**ACTIVITY:** The reply must reproduce each line below exactly.

**STORED DATA:**
"""

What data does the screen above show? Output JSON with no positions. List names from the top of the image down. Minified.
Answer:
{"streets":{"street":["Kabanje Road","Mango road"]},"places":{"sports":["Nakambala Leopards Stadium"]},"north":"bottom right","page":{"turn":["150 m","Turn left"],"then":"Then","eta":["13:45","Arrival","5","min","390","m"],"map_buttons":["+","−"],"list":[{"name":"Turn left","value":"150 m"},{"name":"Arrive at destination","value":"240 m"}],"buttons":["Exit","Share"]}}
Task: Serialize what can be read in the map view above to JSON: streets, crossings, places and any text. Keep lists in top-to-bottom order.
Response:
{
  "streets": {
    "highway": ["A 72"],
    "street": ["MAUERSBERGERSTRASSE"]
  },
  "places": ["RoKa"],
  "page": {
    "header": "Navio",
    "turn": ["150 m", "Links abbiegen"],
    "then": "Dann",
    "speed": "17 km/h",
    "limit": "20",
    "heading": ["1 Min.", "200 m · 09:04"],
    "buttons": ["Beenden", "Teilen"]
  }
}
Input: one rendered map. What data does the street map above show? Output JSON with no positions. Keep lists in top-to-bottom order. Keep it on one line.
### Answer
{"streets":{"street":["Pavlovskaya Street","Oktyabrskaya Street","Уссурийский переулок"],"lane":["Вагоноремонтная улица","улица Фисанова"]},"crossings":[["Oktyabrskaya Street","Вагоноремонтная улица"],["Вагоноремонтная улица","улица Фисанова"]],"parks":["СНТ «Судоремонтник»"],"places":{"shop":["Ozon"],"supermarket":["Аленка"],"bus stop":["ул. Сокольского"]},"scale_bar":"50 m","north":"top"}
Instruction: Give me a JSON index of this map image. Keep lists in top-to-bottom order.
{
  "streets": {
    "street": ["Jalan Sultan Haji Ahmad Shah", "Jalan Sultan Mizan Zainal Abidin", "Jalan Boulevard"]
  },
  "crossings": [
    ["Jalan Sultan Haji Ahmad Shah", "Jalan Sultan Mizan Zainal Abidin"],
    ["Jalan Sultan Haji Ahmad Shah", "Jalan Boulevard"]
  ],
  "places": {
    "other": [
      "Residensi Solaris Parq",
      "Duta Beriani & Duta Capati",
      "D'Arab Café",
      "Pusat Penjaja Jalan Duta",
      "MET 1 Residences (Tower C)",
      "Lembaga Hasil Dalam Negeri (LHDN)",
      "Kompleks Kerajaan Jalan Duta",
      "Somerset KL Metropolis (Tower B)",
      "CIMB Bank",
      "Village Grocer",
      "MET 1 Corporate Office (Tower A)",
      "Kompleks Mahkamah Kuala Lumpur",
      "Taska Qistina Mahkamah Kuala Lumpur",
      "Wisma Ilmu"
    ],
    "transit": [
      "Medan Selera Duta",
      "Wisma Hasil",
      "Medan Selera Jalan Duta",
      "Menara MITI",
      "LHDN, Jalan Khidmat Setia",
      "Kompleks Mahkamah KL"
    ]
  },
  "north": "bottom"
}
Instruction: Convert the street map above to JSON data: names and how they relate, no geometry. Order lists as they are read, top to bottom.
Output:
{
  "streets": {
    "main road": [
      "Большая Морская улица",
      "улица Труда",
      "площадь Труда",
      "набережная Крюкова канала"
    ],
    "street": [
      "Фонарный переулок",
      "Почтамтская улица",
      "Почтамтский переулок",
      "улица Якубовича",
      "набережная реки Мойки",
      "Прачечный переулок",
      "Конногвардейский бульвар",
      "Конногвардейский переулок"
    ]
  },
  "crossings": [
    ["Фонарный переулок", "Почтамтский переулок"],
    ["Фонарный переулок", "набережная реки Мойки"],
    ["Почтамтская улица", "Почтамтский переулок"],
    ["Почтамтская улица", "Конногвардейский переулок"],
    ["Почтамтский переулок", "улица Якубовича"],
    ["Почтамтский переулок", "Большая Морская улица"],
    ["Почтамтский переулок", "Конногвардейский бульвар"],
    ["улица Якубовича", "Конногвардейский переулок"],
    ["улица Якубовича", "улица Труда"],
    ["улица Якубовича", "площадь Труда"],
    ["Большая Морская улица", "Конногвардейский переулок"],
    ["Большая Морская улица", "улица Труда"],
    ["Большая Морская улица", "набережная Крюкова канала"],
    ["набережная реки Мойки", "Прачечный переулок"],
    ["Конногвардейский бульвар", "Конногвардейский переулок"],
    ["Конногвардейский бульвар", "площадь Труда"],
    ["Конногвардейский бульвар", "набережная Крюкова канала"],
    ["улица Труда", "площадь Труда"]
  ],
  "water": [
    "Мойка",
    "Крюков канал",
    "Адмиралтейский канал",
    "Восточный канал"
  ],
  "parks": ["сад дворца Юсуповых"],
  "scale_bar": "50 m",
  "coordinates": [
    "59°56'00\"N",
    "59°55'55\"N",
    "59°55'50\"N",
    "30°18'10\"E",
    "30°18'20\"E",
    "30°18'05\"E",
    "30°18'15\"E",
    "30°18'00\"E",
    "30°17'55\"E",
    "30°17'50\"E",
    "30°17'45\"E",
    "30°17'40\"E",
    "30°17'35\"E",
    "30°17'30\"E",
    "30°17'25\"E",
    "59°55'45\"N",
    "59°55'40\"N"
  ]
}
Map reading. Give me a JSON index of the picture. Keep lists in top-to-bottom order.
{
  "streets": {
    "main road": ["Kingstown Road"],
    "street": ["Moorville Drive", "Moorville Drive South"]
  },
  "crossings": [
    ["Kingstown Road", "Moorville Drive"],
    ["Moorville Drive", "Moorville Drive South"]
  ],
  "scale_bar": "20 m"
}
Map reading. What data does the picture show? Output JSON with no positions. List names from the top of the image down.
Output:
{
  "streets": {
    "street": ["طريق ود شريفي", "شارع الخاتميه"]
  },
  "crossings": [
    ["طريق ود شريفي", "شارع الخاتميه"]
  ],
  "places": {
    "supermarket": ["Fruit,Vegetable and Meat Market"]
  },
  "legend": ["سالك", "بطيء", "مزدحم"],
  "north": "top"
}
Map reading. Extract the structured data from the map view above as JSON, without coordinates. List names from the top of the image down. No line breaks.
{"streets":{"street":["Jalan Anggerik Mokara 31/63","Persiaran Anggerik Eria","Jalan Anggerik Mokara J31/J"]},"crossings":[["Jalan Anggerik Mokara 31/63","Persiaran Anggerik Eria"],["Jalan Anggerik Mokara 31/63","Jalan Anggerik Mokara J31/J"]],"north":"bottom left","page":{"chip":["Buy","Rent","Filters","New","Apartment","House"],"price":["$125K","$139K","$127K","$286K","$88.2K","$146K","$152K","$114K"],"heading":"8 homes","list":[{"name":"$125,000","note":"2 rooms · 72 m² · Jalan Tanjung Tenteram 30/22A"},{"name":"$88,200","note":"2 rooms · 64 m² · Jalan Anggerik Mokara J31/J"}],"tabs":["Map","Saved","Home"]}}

"""

**EXERCISE SOLUTION:**
What data does the screen above show? Output JSON with no positions. List names from the top of the image down. Minified.
Answer:
{"streets":{"street":["Kabanje Road","Mango road"]},"places":{"sports":["Nakambala Leopards Stadium"]},"north":"bottom right","page":{"turn":["150 m","Turn left"],"then":"Then","eta":["13:45","Arrival","5","min","390","m"],"map_buttons":["+","−"],"list":[{"name":"Turn left","value":"150 m"},{"name":"Arrive at destination","value":"240 m"}],"buttons":["Exit","Share"]}}
Task: Serialize what can be read in the map view above to JSON: streets, crossings, places and any text. Keep lists in top-to-bottom order.
Response:
{
  "streets": {
    "highway": ["A 72"],
    "street": ["MAUERSBERGERSTRASSE"]
  },
  "places": ["RoKa"],
  "page": {
    "header": "Navio",
    "turn": ["150 m", "Links abbiegen"],
    "then": "Dann",
    "speed": "17 km/h",
    "limit": "20",
    "heading": ["1 Min.", "200 m · 09:04"],
    "buttons": ["Beenden", "Teilen"]
  }
}
Input: one rendered map. What data does the street map above show? Output JSON with no positions. Keep lists in top-to-bottom order. Keep it on one line.
### Answer
{"streets":{"street":["Pavlovskaya Street","Oktyabrskaya Street","Уссурийский переулок"],"lane":["Вагоноремонтная улица","улица Фисанова"]},"crossings":[["Oktyabrskaya Street","Вагоноремонтная улица"],["Вагоноремонтная улица","улица Фисанова"]],"parks":["СНТ «Судоремонтник»"],"places":{"shop":["Ozon"],"supermarket":["Аленка"],"bus stop":["ул. Сокольского"]},"scale_bar":"50 m","north":"top"}
Instruction: Give me a JSON index of this map image. Keep lists in top-to-bottom order.
{
  "streets": {
    "street": ["Jalan Sultan Haji Ahmad Shah", "Jalan Sultan Mizan Zainal Abidin", "Jalan Boulevard"]
  },
  "crossings": [
    ["Jalan Sultan Haji Ahmad Shah", "Jalan Sultan Mizan Zainal Abidin"],
    ["Jalan Sultan Haji Ahmad Shah", "Jalan Boulevard"]
  ],
  "places": {
    "other": [
      "Residensi Solaris Parq",
      "Duta Beriani & Duta Capati",
      "D'Arab Café",
      "Pusat Penjaja Jalan Duta",
      "MET 1 Residences (Tower C)",
      "Lembaga Hasil Dalam Negeri (LHDN)",
      "Kompleks Kerajaan Jalan Duta",
      "Somerset KL Metropolis (Tower B)",
      "CIMB Bank",
      "Village Grocer",
      "MET 1 Corporate Office (Tower A)",
      "Kompleks Mahkamah Kuala Lumpur",
      "Taska Qistina Mahkamah Kuala Lumpur",
      "Wisma Ilmu"
    ],
    "transit": [
      "Medan Selera Duta",
      "Wisma Hasil",
      "Medan Selera Jalan Duta",
      "Menara MITI",
      "LHDN, Jalan Khidmat Setia",
      "Kompleks Mahkamah KL"
    ]
  },
  "north": "bottom"
}
Instruction: Convert the street map above to JSON data: names and how they relate, no geometry. Order lists as they are read, top to bottom.
Output:
{
  "streets": {
    "main road": [
      "Большая Морская улица",
      "улица Труда",
      "площадь Труда",
      "набережная Крюкова канала"
    ],
    "street": [
      "Фонарный переулок",
      "Почтамтская улица",
      "Почтамтский переулок",
      "улица Якубовича",
      "набережная реки Мойки",
      "Прачечный переулок",
      "Конногвардейский бульвар",
      "Конногвардейский переулок"
    ]
  },
  "crossings": [
    ["Фонарный переулок", "Почтамтский переулок"],
    ["Фонарный переулок", "набережная реки Мойки"],
    ["Почтамтская улица", "Почтамтский переулок"],
    ["Почтамтская улица", "Конногвардейский переулок"],
    ["Почтамтский переулок", "улица Якубовича"],
    ["Почтамтский переулок", "Большая Морская улица"],
    ["Почтамтский переулок", "Конногвардейский бульвар"],
    ["улица Якубовича", "Конногвардейский переулок"],
    ["улица Якубовича", "улица Труда"],
    ["улица Якубовича", "площадь Труда"],
    ["Большая Морская улица", "Конногвардейский переулок"],
    ["Большая Морская улица", "улица Труда"],
    ["Большая Морская улица", "набережная Крюкова канала"],
    ["набережная реки Мойки", "Прачечный переулок"],
    ["Конногвардейский бульвар", "Конногвардейский переулок"],
    ["Конногвардейский бульвар", "площадь Труда"],
    ["Конногвардейский бульвар", "набережная Крюкова канала"],
    ["улица Труда", "площадь Труда"]
  ],
  "water": [
    "Мойка",
    "Крюков канал",
    "Адмиралтейский канал",
    "Восточный канал"
  ],
  "parks": ["сад дворца Юсуповых"],
  "scale_bar": "50 m",
  "coordinates": [
    "59°56'00\"N",
    "59°55'55\"N",
    "59°55'50\"N",
    "30°18'10\"E",
    "30°18'20\"E",
    "30°18'05\"E",
    "30°18'15\"E",
    "30°18'00\"E",
    "30°17'55\"E",
    "30°17'50\"E",
    "30°17'45\"E",
    "30°17'40\"E",
    "30°17'35\"E",
    "30°17'30\"E",
    "30°17'25\"E",
    "59°55'45\"N",
    "59°55'40\"N"
  ]
}
Map reading. Give me a JSON index of the picture. Keep lists in top-to-bottom order.
{
  "streets": {
    "main road": ["Kingstown Road"],
    "street": ["Moorville Drive", "Moorville Drive South"]
  },
  "crossings": [
    ["Kingstown Road", "Moorville Drive"],
    ["Moorville Drive", "Moorville Drive South"]
  ],
  "scale_bar": "20 m"
}
Map reading. What data does the picture show? Output JSON with no positions. List names from the top of the image down.
Output:
{
  "streets": {
    "street": ["طريق ود شريفي", "شارع الخاتميه"]
  },
  "crossings": [
    ["طريق ود شريفي", "شارع الخاتميه"]
  ],
  "places": {
    "supermarket": ["Fruit,Vegetable and Meat Market"]
  },
  "legend": ["سالك", "بطيء", "مزدحم"],
  "north": "top"
}
Map reading. Extract the structured data from the map view above as JSON, without coordinates. List names from the top of the image down. No line breaks.
{"streets":{"street":["Jalan Anggerik Mokara 31/63","Persiaran Anggerik Eria","Jalan Anggerik Mokara J31/J"]},"crossings":[["Jalan Anggerik Mokara 31/63","Persiaran Anggerik Eria"],["Jalan Anggerik Mokara 31/63","Jalan Anggerik Mokara J31/J"]],"north":"bottom left","page":{"chip":["Buy","Rent","Filters","New","Apartment","House"],"price":["$125K","$139K","$127K","$286K","$88.2K","$146K","$152K","$114K"],"heading":"8 homes","list":[{"name":"$125,000","note":"2 rooms · 72 m² · Jalan Tanjung Tenteram 30/22A"},{"name":"$88,200","note":"2 rooms · 64 m² · Jalan Anggerik Mokara J31/J"}],"tabs":["Map","Saved","Home"]}}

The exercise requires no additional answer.